Data records
————

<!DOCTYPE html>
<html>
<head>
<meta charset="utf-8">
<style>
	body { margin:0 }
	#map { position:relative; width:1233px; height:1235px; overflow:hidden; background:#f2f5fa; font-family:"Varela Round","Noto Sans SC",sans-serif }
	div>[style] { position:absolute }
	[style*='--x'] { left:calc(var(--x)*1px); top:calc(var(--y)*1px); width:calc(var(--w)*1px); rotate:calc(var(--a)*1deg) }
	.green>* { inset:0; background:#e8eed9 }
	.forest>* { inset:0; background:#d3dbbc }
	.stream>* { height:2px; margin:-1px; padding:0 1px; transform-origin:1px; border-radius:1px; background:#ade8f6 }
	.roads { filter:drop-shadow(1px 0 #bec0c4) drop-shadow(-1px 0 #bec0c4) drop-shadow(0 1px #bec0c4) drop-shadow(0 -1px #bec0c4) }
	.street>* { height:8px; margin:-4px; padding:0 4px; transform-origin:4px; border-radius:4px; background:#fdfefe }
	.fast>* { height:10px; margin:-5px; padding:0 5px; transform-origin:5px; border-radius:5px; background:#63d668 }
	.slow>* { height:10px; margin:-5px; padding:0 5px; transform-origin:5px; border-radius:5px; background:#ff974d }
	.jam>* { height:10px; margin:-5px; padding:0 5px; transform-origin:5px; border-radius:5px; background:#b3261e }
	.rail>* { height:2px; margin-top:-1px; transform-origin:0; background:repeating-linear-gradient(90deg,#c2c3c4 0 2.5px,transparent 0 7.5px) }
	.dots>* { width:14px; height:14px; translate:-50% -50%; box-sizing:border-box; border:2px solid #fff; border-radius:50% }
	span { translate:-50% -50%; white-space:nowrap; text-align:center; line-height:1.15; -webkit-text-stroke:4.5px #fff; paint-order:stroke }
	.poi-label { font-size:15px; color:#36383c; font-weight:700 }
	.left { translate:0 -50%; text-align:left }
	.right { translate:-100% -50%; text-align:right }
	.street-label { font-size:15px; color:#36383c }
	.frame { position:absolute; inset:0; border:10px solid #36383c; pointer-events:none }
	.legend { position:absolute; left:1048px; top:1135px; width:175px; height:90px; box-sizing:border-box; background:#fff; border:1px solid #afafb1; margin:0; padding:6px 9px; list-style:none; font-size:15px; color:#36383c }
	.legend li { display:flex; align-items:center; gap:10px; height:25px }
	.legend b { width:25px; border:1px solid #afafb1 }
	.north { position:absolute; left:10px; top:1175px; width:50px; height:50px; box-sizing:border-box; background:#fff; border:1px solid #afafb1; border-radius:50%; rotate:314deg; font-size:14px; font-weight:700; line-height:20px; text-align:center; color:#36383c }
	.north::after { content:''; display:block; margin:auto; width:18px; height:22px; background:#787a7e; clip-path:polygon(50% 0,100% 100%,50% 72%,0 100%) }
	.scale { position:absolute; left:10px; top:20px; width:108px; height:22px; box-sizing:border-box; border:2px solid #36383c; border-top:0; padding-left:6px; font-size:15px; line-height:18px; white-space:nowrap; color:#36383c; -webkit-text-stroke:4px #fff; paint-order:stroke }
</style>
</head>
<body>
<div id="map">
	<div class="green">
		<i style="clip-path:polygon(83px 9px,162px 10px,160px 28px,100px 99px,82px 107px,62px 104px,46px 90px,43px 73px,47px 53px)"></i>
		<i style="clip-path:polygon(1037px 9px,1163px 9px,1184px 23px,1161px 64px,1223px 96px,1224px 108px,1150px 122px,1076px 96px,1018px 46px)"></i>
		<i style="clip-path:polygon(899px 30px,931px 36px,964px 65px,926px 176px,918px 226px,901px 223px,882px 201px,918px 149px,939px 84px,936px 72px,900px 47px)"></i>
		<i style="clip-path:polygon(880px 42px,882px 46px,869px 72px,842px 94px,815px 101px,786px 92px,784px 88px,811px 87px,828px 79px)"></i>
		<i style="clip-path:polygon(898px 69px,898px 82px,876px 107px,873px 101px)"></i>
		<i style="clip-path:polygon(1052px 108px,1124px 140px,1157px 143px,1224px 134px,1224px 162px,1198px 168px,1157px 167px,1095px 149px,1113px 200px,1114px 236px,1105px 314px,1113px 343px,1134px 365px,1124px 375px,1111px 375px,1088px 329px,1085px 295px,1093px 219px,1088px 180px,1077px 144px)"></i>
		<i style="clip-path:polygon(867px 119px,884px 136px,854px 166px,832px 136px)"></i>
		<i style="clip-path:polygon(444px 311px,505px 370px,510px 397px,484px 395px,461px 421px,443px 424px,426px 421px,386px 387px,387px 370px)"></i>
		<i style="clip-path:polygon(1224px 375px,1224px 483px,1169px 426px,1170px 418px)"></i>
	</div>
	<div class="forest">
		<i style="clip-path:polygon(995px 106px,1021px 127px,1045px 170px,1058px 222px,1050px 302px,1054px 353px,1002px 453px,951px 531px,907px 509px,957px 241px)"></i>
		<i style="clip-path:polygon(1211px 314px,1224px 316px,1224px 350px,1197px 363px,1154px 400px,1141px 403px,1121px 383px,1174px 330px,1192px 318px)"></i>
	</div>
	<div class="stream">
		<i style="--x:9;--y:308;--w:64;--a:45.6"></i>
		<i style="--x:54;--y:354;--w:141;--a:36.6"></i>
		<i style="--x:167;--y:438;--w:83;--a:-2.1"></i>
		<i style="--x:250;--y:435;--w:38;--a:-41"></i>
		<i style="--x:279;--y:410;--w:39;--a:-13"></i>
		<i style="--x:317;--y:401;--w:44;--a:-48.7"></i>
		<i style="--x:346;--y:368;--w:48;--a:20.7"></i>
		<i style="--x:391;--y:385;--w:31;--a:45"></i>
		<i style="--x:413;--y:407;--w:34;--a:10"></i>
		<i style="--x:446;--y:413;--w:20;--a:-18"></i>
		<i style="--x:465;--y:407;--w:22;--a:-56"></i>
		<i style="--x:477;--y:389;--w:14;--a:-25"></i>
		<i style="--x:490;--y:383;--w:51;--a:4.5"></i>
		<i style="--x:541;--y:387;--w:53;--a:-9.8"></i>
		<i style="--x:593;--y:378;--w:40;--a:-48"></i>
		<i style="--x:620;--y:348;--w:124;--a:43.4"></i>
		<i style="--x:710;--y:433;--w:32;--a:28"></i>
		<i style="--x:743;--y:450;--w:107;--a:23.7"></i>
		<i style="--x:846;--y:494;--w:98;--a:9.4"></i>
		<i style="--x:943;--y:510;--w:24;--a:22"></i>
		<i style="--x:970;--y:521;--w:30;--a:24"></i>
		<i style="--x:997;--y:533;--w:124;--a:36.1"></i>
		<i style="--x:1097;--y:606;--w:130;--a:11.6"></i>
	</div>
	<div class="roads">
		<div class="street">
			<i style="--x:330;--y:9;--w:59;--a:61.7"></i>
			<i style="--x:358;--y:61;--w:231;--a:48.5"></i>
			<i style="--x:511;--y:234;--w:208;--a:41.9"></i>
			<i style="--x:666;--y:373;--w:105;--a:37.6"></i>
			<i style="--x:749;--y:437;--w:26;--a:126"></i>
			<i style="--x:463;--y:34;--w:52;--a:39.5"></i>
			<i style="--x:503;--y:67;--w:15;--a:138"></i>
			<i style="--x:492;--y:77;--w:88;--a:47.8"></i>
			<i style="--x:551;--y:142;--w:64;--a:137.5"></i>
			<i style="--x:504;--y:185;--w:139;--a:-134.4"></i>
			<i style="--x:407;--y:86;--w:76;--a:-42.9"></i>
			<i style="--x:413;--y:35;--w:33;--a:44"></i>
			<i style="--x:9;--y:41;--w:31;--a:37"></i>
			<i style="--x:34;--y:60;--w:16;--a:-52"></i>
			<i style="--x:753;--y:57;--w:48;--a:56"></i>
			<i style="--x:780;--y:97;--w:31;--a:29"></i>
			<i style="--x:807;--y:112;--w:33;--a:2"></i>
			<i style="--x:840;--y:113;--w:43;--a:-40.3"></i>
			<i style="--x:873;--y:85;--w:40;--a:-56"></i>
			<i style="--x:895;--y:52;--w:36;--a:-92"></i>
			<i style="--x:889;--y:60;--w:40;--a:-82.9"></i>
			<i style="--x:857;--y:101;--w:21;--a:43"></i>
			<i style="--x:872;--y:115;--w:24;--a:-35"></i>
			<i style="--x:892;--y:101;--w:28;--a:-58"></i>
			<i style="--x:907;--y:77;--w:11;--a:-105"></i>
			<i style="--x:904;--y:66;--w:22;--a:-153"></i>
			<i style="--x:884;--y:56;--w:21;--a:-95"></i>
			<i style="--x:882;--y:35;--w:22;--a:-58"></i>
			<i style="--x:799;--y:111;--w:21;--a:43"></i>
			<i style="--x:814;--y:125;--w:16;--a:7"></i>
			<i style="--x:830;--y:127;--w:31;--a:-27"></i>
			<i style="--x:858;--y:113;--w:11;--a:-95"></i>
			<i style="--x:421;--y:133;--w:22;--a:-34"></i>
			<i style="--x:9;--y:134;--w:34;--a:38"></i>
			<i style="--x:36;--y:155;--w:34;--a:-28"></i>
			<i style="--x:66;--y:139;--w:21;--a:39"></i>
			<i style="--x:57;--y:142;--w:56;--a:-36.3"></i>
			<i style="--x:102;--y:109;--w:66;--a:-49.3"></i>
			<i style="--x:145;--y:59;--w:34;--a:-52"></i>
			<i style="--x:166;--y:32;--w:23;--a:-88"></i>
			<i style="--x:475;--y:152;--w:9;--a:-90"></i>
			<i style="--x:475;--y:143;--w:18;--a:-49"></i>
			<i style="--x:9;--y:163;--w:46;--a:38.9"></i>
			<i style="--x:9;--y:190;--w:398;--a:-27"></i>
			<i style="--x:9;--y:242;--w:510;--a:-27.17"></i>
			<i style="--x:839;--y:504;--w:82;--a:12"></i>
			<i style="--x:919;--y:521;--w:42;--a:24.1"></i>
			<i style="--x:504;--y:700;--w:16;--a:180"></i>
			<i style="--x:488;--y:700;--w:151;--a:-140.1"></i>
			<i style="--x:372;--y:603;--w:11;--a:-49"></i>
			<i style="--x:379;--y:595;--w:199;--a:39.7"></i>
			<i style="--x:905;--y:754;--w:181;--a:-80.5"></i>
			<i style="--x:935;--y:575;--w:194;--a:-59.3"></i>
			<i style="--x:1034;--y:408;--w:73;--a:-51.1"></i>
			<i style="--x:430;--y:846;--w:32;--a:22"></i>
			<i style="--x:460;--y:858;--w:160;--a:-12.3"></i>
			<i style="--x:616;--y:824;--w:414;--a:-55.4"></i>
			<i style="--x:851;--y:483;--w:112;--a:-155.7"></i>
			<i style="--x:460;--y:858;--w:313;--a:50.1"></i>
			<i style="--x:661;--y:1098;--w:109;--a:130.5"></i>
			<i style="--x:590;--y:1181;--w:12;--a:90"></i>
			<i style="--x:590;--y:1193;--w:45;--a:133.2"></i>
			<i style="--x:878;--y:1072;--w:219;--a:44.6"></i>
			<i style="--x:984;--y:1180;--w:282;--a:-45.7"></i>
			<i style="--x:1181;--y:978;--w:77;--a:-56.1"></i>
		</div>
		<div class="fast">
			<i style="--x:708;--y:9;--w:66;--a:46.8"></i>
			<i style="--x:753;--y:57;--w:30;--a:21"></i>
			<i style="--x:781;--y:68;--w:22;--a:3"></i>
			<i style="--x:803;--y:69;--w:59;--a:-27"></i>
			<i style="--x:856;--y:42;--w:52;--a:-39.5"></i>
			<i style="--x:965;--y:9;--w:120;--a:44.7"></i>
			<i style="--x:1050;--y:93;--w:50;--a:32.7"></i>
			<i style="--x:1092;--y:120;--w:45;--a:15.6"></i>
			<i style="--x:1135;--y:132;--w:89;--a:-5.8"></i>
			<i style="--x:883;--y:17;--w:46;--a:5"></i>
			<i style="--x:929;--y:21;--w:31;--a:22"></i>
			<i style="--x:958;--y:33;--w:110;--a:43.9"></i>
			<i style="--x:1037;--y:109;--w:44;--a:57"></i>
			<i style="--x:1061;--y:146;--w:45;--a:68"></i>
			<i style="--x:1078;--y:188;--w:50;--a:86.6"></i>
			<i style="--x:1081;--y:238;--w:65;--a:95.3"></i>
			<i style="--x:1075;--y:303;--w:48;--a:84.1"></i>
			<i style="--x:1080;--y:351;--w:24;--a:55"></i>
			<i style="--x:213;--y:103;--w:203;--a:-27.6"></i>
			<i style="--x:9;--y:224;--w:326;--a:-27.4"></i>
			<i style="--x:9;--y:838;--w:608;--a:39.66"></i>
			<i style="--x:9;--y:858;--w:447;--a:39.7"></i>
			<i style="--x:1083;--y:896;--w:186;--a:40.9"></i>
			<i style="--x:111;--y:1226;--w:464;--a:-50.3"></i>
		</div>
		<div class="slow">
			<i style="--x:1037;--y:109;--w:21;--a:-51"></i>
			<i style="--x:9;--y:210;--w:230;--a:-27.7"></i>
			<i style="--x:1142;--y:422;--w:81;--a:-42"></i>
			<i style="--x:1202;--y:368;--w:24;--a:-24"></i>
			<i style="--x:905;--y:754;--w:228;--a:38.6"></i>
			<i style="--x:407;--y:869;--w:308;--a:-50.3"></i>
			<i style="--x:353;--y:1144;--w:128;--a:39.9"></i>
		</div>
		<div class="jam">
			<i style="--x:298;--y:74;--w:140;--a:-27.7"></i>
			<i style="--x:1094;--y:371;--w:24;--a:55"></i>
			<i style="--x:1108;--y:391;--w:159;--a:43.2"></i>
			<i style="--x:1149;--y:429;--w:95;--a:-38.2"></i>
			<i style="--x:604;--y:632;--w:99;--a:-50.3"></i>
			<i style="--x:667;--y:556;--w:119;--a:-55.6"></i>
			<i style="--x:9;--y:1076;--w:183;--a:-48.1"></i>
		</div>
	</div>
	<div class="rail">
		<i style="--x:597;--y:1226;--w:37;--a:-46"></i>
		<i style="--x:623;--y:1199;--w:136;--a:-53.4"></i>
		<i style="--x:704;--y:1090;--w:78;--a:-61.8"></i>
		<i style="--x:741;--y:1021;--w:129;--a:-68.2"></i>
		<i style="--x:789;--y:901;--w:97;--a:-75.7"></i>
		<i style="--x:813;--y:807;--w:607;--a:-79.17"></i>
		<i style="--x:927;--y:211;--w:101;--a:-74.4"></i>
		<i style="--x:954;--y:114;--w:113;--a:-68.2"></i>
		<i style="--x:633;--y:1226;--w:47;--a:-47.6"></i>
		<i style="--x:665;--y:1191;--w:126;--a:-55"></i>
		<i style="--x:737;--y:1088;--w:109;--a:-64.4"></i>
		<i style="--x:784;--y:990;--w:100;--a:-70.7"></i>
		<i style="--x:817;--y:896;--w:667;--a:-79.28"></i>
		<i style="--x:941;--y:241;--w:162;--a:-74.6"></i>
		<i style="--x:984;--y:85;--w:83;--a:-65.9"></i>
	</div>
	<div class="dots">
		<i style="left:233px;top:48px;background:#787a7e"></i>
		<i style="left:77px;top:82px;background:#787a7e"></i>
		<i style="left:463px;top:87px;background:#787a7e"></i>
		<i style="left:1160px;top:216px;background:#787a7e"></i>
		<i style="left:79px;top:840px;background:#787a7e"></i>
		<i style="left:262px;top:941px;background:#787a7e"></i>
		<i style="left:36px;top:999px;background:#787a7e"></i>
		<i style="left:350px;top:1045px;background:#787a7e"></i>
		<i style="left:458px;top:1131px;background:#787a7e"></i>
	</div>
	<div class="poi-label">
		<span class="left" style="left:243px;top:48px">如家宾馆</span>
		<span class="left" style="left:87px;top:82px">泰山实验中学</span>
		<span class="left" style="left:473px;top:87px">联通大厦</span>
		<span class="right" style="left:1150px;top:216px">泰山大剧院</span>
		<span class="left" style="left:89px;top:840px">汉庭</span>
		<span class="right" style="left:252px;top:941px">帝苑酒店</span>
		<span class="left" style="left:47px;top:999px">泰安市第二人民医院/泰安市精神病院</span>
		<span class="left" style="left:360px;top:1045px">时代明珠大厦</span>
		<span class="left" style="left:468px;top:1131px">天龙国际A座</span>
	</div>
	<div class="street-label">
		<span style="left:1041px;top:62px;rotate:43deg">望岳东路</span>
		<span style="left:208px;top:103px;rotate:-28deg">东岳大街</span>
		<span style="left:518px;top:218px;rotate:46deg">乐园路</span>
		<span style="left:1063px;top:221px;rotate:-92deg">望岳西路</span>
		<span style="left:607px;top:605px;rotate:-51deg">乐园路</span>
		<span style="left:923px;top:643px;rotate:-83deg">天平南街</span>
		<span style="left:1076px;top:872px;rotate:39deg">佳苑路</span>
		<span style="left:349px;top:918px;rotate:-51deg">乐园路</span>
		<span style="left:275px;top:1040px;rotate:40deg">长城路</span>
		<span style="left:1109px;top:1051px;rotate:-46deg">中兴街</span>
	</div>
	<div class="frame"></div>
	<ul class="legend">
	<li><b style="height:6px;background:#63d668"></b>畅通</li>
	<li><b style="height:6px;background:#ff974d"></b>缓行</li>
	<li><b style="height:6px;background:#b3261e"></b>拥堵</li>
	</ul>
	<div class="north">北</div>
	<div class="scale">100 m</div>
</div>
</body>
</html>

————

◆ Exercise prompt
What are the lines, exactly as written above, from the line with "font-size:15px; color:#36383c; font-weight:700" to the line with "translate:-100% -50%; text-align:right", both included? Output only those.

◆ Exercise solution
	.poi-label { font-size:15px; color:#36383c; font-weight:700 }
	.left { translate:0 -50%; text-align:left }
	.right { translate:-100% -50%; text-align:right }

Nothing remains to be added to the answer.